PROMPT – The data must be transcribed exactly, with no line missing.
═════ SOURCE DATA
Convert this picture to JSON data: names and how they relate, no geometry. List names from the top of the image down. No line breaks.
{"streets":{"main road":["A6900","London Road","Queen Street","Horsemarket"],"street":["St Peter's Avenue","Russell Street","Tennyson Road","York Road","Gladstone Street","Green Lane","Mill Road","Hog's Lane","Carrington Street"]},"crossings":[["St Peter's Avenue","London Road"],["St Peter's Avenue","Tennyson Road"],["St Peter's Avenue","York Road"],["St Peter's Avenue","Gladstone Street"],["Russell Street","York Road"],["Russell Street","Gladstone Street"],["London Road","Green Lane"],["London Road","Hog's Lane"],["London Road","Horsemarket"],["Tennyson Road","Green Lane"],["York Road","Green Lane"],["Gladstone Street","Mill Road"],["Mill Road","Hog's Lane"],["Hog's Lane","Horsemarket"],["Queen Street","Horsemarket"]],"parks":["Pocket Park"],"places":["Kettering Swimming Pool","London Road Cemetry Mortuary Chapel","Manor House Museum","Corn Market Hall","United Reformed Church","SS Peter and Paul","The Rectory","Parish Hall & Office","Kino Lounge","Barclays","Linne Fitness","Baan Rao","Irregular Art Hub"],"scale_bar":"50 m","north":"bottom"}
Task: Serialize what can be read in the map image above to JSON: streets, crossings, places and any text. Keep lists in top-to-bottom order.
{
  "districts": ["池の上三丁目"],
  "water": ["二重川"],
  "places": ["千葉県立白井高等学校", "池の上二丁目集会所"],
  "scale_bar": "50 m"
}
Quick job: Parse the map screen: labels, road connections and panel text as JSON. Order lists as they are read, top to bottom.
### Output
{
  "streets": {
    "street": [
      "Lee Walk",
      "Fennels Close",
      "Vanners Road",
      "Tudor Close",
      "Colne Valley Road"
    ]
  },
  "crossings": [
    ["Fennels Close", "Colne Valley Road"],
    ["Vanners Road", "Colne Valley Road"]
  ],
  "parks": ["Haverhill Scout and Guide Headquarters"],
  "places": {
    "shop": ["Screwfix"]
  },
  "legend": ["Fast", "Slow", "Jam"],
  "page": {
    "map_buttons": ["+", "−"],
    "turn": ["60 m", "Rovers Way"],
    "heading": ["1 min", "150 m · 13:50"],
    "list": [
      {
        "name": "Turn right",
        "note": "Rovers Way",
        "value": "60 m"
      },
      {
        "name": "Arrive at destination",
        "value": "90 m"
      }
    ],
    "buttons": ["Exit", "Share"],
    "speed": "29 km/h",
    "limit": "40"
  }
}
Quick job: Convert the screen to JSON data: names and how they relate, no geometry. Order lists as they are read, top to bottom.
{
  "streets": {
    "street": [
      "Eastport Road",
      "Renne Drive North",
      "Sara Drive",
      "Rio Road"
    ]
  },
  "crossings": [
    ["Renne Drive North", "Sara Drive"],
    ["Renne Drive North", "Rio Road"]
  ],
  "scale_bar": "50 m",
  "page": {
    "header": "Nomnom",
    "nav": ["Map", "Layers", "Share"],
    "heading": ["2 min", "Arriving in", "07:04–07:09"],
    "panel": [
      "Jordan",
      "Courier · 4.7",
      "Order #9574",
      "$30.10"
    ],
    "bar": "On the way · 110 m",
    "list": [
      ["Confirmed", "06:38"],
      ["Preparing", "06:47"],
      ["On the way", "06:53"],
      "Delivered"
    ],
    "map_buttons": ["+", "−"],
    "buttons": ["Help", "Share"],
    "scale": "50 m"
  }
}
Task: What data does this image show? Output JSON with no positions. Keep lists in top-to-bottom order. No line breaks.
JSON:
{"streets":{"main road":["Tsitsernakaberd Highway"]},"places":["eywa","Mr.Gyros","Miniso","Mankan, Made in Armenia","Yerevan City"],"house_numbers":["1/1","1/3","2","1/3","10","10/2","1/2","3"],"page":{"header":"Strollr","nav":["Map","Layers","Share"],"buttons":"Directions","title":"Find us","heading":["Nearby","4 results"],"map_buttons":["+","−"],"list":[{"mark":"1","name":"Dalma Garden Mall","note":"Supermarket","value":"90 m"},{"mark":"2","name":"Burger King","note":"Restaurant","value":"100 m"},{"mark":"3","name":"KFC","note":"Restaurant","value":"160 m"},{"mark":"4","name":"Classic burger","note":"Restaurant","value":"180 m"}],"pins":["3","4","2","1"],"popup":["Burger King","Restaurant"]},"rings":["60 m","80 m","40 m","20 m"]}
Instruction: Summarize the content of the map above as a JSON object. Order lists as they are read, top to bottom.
══════════
OUTPUT FOR THIS EXERCISE –
Convert this picture to JSON data: names and how they relate, no geometry. List names from the top of the image down. No line breaks.
{"streets":{"main road":["A6900","London Road","Queen Street","Horsemarket"],"street":["St Peter's Avenue","Russell Street","Tennyson Road","York Road","Gladstone Street","Green Lane","Mill Road","Hog's Lane","Carrington Street"]},"crossings":[["St Peter's Avenue","London Road"],["St Peter's Avenue","Tennyson Road"],["St Peter's Avenue","York Road"],["St Peter's Avenue","Gladstone Street"],["Russell Street","York Road"],["Russell Street","Gladstone Street"],["London Road","Green Lane"],["London Road","Hog's Lane"],["London Road","Horsemarket"],["Tennyson Road","Green Lane"],["York Road","Green Lane"],["Gladstone Street","Mill Road"],["Mill Road","Hog's Lane"],["Hog's Lane","Horsemarket"],["Queen Street","Horsemarket"]],"parks":["Pocket Park"],"places":["Kettering Swimming Pool","London Road Cemetry Mortuary Chapel","Manor House Museum","Corn Market Hall","United Reformed Church","SS Peter and Paul","The Rectory","Parish Hall & Office","Kino Lounge","Barclays","Linne Fitness","Baan Rao","Irregular Art Hub"],"scale_bar":"50 m","north":"bottom"}
Task: Serialize what can be read in the map image above to JSON: streets, crossings, places and any text. Keep lists in top-to-bottom order.
{
  "districts": ["池の上三丁目"],
  "water": ["二重川"],
  "places": ["千葉県立白井高等学校", "池の上二丁目集会所"],
  "scale_bar": "50 m"
}
Quick job: Parse the map screen: labels, road connections and panel text as JSON. Order lists as they are read, top to bottom.
### Output
{
  "streets": {
    "street": [
      "Lee Walk",
      "Fennels Close",
      "Vanners Road",
      "Tudor Close",
      "Colne Valley Road"
    ]
  },
  "crossings": [
    ["Fennels Close", "Colne Valley Road"],
    ["Vanners Road", "Colne Valley Road"]
  ],
  "parks": ["Haverhill Scout and Guide Headquarters"],
  "places": {
    "shop": ["Screwfix"]
  },
  "legend": ["Fast", "Slow", "Jam"],
  "page": {
    "map_buttons": ["+", "−"],
    "turn": ["60 m", "Rovers Way"],
    "heading": ["1 min", "150 m · 13:50"],
    "list": [
      {
        "name": "Turn right",
        "note": "Rovers Way",
        "value": "60 m"
      },
      {
        "name": "Arrive at destination",
        "value": "90 m"
      }
    ],
    "buttons": ["Exit", "Share"],
    "speed": "29 km/h",
    "limit": "40"
  }
}
Quick job: Convert the screen to JSON data: names and how they relate, no geometry. Order lists as they are read, top to bottom.
{
  "streets": {
    "street": [
      "Eastport Road",
      "Renne Drive North",
      "Sara Drive",
      "Rio Road"
    ]
  },
  "crossings": [
    ["Renne Drive North", "Sara Drive"],
    ["Renne Drive North", "Rio Road"]
  ],
  "scale_bar": "50 m",
  "page": {
    "header": "Nomnom",
    "nav": ["Map", "Layers", "Share"],
    "heading": ["2 min", "Arriving in", "07:04–07:09"],
    "panel": [
      "Jordan",
      "Courier · 4.7",
      "Order #9574",
      "$30.10"
    ],
    "bar": "On the way · 110 m",
    "list": [
      ["Confirmed", "06:38"],
      ["Preparing", "06:47"],
      ["On the way", "06:53"],
      "Delivered"
    ],
    "map_buttons": ["+", "−"],
    "buttons": ["Help", "Share"],
    "scale": "50 m"
  }
}
Task: What data does this image show? Output JSON with no positions. Keep lists in top-to-bottom order. No line breaks.
JSON:
{"streets":{"main road":["Tsitsernakaberd Highway"]},"places":["eywa","Mr.Gyros","Miniso","Mankan, Made in Armenia","Yerevan City"],"house_numbers":["1/1","1/3","2","1/3","10","10/2","1/2","3"],"page":{"header":"Strollr","nav":["Map","Layers","Share"],"buttons":"Directions","title":"Find us","heading":["Nearby","4 results"],"map_buttons":["+","−"],"list":[{"mark":"1","name":"Dalma Garden Mall","note":"Supermarket","value":"90 m"},{"mark":"2","name":"Burger King","note":"Restaurant","value":"100 m"},{"mark":"3","name":"KFC","note":"Restaurant","value":"160 m"},{"mark":"4","name":"Classic burger","note":"Restaurant","value":"180 m"}],"pins":["3","4","2","1"],"popup":["Burger King","Restaurant"]},"rings":["60 m","80 m","40 m","20 m"]}
Instruction: Summarize the content of the map above as a JSON object. Order lists as they are read, top to bottom.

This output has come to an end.